Valeurs actuelles, le 29 mars 2012

jeudi 29 mars 2012, par Tilelli

Le putsch s’explique par le “problème du Nord” : une rébellion touarègue jamais réglée, renforcée par les armes pillées chez Kadhafi.

A un mois du scrutin présidentiel, initialement prévu le 29 avril, une partie des militaires maliens ont décidé de brusquer le tempo en s’emparant du pouvoir, le 22 mars, au nom d’un Comité national pour le redressement de la démocratie et la restauration de l’État (CNRDR), un libellé plus pompeux qu’annonciateur de changement.

Outre l’ambition de quelques officiers subalternes, ce putsch s’explique par la persistance du “problème du Nord” – la rébellion touarègue incarnée par le Mouvement national de libération de l’Azawad (MNLA) – , dossier jugé mal géré par “ATT”, Amadou Toumani Touré, le président du Mali (14 millions d’habitants), au pouvoir depuis 2002.

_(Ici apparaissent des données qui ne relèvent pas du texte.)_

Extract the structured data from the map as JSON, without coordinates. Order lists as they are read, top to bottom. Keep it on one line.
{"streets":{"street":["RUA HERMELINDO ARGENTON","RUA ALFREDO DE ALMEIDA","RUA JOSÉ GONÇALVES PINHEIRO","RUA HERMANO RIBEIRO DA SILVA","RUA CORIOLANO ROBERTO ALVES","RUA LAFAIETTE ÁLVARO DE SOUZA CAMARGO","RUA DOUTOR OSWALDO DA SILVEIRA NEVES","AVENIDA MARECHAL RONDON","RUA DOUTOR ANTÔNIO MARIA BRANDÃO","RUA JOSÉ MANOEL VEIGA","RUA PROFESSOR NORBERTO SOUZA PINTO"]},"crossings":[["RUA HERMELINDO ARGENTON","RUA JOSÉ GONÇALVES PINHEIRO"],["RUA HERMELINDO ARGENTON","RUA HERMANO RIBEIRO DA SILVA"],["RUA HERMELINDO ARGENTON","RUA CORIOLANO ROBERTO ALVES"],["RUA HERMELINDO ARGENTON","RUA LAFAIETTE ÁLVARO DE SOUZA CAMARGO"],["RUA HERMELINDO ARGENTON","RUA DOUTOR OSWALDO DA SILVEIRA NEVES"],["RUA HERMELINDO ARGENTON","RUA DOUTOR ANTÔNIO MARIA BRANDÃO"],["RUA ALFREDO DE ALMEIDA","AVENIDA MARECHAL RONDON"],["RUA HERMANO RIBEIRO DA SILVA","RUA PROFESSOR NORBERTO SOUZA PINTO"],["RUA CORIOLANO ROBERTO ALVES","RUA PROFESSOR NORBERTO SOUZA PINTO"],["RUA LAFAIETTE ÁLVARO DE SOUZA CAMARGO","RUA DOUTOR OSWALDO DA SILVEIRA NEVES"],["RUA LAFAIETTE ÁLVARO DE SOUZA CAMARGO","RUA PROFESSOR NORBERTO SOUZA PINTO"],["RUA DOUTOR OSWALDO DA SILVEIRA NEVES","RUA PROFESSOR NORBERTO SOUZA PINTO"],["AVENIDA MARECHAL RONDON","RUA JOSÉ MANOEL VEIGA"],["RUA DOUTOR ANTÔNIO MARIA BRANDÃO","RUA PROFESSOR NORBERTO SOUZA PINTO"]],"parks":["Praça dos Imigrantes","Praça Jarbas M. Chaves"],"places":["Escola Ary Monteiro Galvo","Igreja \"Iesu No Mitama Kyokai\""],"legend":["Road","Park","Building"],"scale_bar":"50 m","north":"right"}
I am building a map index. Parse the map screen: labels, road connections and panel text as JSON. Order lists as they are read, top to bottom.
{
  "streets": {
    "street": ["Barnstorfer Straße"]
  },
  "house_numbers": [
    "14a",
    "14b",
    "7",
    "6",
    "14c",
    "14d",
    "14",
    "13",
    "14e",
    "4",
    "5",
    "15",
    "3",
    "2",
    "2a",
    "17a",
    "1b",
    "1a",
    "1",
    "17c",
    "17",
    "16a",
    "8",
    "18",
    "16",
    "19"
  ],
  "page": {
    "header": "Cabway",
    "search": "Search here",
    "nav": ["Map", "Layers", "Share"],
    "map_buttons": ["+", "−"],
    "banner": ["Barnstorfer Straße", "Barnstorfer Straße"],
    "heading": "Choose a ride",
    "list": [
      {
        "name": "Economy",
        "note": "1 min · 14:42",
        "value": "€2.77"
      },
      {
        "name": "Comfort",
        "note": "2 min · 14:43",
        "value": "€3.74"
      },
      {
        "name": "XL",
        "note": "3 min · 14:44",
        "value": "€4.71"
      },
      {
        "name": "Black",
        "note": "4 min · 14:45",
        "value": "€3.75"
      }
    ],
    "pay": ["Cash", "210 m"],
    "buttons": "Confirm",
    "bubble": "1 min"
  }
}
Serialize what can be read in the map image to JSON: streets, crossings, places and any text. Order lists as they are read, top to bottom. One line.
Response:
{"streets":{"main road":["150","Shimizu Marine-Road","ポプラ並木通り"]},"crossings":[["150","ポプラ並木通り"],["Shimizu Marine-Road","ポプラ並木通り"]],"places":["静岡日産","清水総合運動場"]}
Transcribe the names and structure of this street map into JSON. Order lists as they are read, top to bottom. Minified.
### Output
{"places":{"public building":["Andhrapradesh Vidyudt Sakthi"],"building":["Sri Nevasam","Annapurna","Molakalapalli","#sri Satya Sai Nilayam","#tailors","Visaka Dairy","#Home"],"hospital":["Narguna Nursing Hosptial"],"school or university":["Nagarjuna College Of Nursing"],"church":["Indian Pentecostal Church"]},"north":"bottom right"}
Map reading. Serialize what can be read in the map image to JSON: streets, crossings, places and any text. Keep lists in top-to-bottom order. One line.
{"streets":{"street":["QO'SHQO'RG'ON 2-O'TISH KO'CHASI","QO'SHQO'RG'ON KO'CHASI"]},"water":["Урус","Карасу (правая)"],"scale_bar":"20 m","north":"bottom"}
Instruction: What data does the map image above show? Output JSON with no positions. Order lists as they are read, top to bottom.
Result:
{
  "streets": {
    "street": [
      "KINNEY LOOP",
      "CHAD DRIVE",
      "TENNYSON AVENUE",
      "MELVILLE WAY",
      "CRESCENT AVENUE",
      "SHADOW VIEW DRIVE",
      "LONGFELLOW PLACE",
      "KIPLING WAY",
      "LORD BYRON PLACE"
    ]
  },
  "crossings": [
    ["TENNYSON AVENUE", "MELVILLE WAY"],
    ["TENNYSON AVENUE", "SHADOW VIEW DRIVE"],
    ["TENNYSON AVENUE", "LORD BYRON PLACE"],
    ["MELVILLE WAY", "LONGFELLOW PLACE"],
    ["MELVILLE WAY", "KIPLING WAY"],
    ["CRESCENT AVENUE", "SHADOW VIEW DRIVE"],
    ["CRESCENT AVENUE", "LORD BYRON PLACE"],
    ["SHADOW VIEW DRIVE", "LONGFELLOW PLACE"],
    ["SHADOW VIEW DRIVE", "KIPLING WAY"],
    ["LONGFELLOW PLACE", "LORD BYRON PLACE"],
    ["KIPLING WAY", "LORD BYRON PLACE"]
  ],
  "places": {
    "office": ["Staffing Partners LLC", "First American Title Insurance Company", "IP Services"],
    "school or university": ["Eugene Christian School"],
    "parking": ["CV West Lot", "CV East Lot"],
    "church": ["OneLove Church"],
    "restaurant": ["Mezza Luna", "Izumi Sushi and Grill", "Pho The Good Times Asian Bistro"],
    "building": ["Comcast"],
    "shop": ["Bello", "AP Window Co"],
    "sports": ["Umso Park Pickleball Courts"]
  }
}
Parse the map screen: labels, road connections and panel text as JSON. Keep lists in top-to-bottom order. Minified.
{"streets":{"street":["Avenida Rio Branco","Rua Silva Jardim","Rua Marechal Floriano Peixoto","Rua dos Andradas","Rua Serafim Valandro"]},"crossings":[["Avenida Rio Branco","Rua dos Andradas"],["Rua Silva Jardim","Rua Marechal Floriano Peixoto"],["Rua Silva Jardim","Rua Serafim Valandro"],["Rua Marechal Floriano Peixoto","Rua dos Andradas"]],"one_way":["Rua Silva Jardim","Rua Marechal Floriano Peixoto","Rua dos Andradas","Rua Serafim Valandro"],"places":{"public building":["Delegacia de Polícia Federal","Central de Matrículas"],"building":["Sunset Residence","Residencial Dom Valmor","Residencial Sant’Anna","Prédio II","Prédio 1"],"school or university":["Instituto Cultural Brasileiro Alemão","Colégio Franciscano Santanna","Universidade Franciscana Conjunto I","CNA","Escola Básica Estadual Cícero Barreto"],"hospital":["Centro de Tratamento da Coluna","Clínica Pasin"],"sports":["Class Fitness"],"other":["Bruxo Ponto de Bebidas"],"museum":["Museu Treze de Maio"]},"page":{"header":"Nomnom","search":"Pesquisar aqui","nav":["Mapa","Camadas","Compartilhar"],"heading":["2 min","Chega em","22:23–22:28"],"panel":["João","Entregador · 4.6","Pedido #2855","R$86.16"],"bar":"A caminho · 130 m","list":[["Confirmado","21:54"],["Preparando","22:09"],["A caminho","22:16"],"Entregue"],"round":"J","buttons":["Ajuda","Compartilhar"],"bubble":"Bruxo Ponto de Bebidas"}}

« Les mutins, qui affirment s’emparer du pouvoir afin de lutter contre le MNLA, semblent avoir profité du mécontentement général », estime André Bourgeot, chercheur en anthropologie au CNRS. Le MNLA revendique l’indépendance du nord du Mali sur 827 000 kilomètres carrés. La rébellion avait éclaté en 1990 parce que cette région souffrait d’un retard de développement considérable ; les Touaregs étaient victimes de discrimination. « Nous voulions les mêmes droits que les autres citoyens et participer à la gestion du pays, pas l’indépendance », rappellent deux anciens rebelles, Moulaye Ahmed, aujourd’hui chef de brigade des Douanes à Bamako, et Mohamed Ag Mahmoud, directeur général de l’Agence de développement du Nord-Mali.

Pour eux, la situation changea avec le Pacte national signé en 1992 : « De vrais efforts de développement ont été engagés. Nous avions déposé les armes. Aujourd’hui, sur le plan économique, rien ne justifie une rébellion : les trois régions du Nord font partie des six régions les moins pauvres du pays. » Des accords conclus à Alger en 2006 prévoyaient une certaine autonomie et la démilitarisation de la zone nord. « Si ces accords avaient été correctement appliqués, il n’y aurait pas eu de reprise des combats, disent les deux anciens rebelles. La construction de nouvelles bases, combinée avec le non-recrutement de Touaregs dans l’armée, a mis le feu aux poudres. La reprise de l’insurrection a été facilitée par les armes venues de Libye. »

Les hostilités ont repris en janvier à Aguelhok. ATT est accusé d’avoir envoyé ses soldats au combat sous-équipés. Autres griefs, précisés par Anne Doquet, chercheur à l’École des hautes études en sciences sociales : « Le gouvernement est accusé d’avoir exagéré le nombre de victimes rebelles et minimisé les pertes de l’armée. » Le retour de Libye d’un millier de Touaregs lourdement armés a inquiété : « Les “hommes bleus” ont grossi les rangs du MNLA. »

Plus de 200 000 personnes déplacées en deux mois

Le MNLA a ainsi pu infliger à l’État une défaite humiliante, le 11 mars, à Amachach. La victoire est importante car ce camp possède l’une des rares pistes d’atterrissage de la zone. Mais l’État malien garde des atouts : les rebelles sont divisés. « Certains veulent imposer un État islamique, d’autres réclament l’indépendance, confient Ahmed et Mahmoud. Ce n’est pas la majorité. Ils en ont assez de la violence. »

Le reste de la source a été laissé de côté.